▶ [Problem details]: The result should be every line that contains the word "Output", taken from the material.

▶ [Data]:
━━━━━━━━
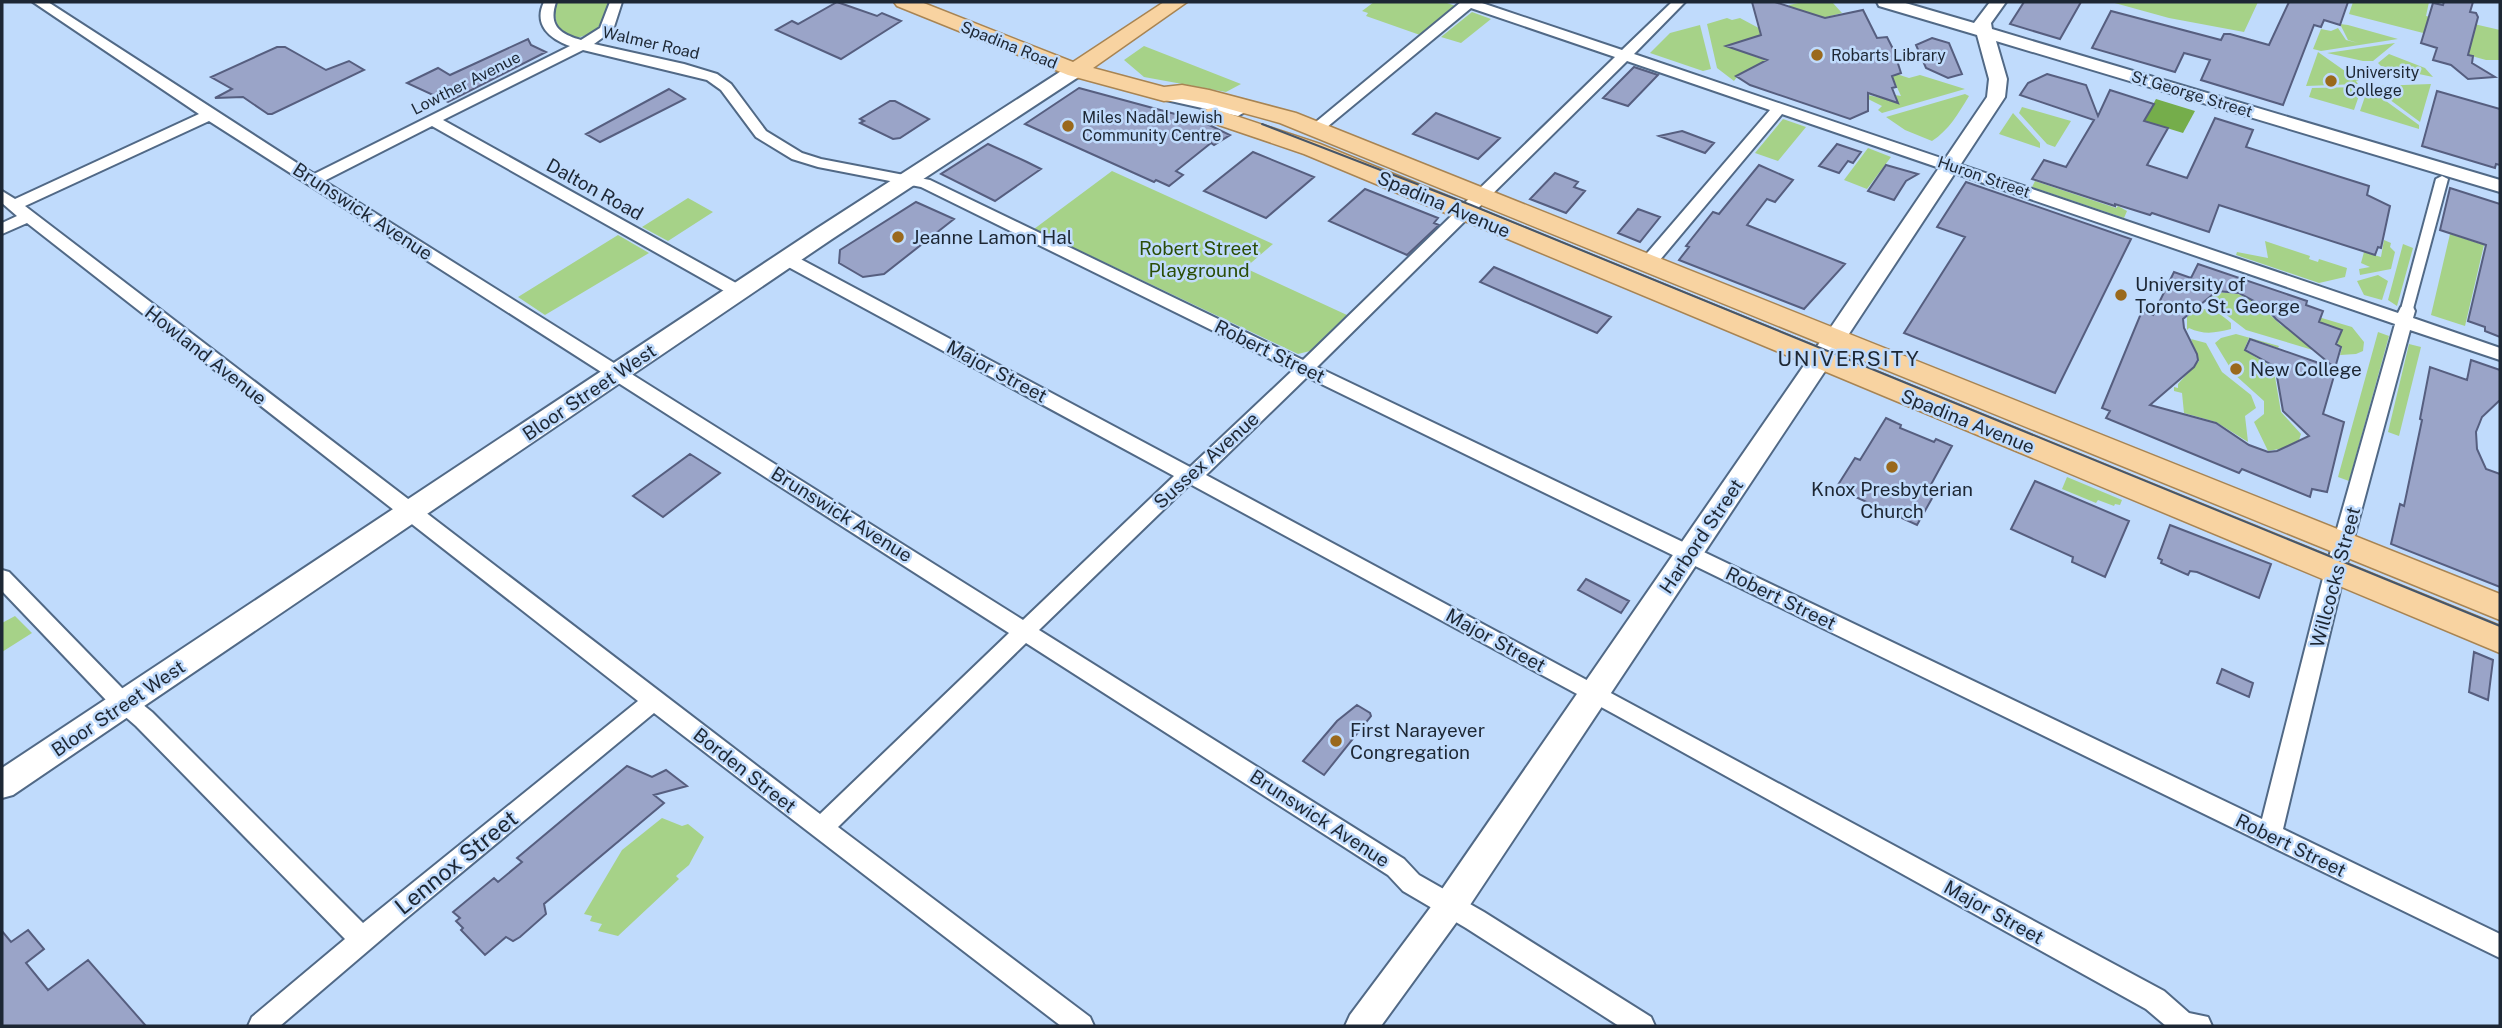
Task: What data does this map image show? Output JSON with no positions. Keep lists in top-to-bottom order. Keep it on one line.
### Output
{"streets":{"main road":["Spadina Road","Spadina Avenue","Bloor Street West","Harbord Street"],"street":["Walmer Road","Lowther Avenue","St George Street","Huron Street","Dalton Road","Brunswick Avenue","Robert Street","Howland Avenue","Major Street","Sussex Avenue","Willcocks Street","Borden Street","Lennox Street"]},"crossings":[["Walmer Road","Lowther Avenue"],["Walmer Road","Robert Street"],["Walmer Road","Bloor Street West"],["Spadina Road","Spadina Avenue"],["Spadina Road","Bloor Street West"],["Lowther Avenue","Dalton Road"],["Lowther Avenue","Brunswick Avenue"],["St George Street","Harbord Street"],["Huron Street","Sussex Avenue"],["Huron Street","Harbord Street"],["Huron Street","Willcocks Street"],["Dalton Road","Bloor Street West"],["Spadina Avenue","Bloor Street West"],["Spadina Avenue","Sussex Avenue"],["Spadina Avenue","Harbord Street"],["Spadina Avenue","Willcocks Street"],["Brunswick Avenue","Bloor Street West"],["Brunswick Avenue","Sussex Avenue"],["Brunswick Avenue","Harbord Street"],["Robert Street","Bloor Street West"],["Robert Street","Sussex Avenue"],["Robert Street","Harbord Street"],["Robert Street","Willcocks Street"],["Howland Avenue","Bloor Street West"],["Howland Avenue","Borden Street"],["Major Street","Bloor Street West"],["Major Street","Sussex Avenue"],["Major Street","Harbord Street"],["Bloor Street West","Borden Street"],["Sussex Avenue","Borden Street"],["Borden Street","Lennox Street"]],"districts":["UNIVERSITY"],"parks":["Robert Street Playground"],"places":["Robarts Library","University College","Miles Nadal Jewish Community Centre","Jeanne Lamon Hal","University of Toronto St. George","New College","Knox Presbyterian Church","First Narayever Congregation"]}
━━━━━━━━
▶ [Finished exercise]:
Task: What data does this map image show? Output JSON with no positions. Keep lists in top-to-bottom order. Keep it on one line.
### Output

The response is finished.